2-1 Quelques interrogations avant 1976

Les relations économiques qui unissent la France et l’Afrique du Sud vont être à l’origine d’une véritable mobilisation dans les milieux chrétiens français. Ce sont malgré tout les réformés qui vont davantage se positionner clairement vis-à-vis de cette question, que ce soit au sein de leurs organes de presse ou au sein de comités actifs. Du côté catholique, la question ne sera que très peu abordée dans la presse. Ainsi, les actions et les prises de position se feront principalement au sein de la commission « Justice et Paix » et en association avec des organismes protestants telles la Fédération protestante de France et la Cimade54.

La première déclaration officielle du Conseil de la Fédération protestante de France sur la question date de mai 1965 : les Eglises membres de la Fédération demandent au gouvernement français de cesser la livraison d’armes à la république sud-africaine. La requête est réitérée l’année suivante par l’assemblée générale qui souhaite alors que les autorités catholiques se joignent à elle. Ces premières prises de positions ne sont cependant pas reproduites dans la presse réformée de l’époque55.

L’année 1976 est une date charnière, autant dans l’histoire sud-africaine (émeutes de Soweto en juin) que dans la prise de conscience de la question sud-africaine dans les milieux chrétiens, les deux aspects étant intrinsèquement liés Cet intérêt se manifeste par la re-considération des liens économiques et politiques qui unissent les deux pays. Plusieurs articles dans la presse réformée parlent de ces relations, de ces liens qui renforcent un certain malaise déjà existant. Sujet récurrent à partir de 1976, la question est déjà traitée en 1970 dans un éditorial virulent de Noël Copin qui réagit aux liens unissant France et Afrique du Sud au moment de la visite en France du premier ministre John Vorster :

‘« M Vorster ? Connaît pas, et c’est si loin l’Afrique du Sud… Pourtant, M Vorster est venu en France pour rencontrer M Chaban-Delmas […]. M Vorster est le premier ministre d’un pays qui est devenu, aux yeux du monde, le symbole de la ségrégation et du racisme […]. Le gouvernement est, sur ce point [ventes d’armes], discret 56  ».’

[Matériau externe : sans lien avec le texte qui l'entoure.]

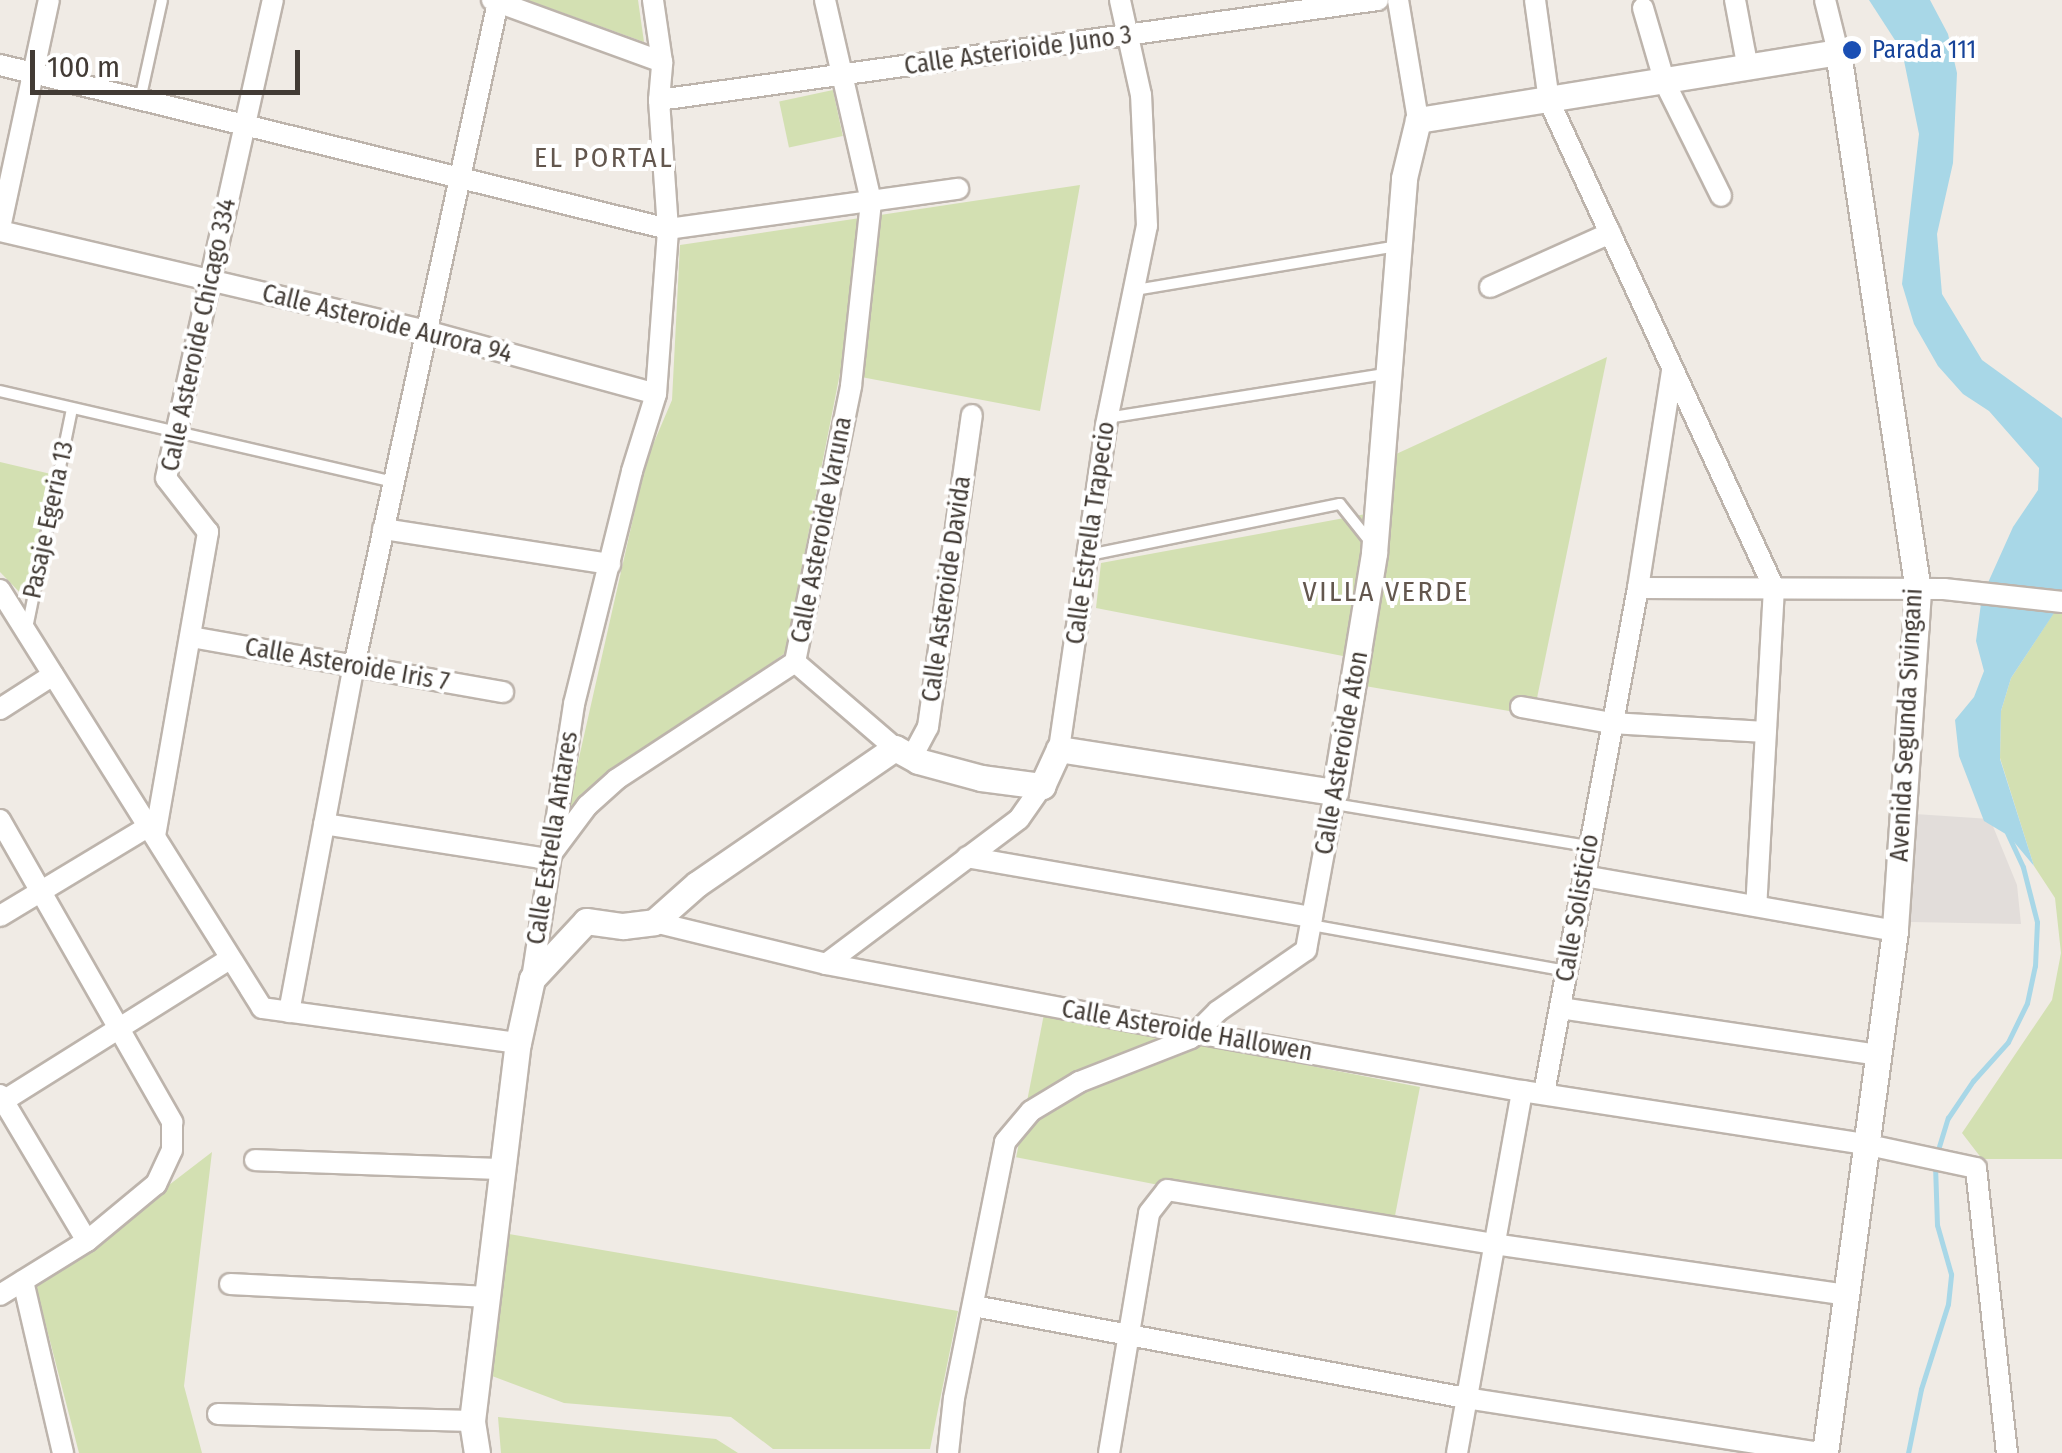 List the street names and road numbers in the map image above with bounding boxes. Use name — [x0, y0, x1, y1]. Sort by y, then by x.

L’éditorialiste se demande ainsi comment la France, pays défenseur des droits de l’homme, peut agir en totale contradiction avec ses principes moraux en recevant John Vorster.

Le sujet des ventes d’armes revient en 1971 dans La Croix 57 et dans Réforme :

‘« Il est fort utile à un Français de voyager en Afrique du Sud : il y découvre combien la France apparaît au Sud-Africain blanc « moyen » (chauffeurs de taxi, passants) comme une « amie » : un pays qui a vendu ouvertement des armes, quand tous les autres acceptaient officiellement de souscrire à l’embargo édicté à l’ONU 58 , n’est pas seulement un pays qui a fourni un appui militaire considérable 59 (en particulier des hélicoptères et des chars, fort utiles pour « contrôler » la population africaine et combattre les mouvements de libération qui opèrent en Rhodésie et dans les colonies portugaises), c’est aussi un pays qui a apporté une précieuse caution morale 60  ».’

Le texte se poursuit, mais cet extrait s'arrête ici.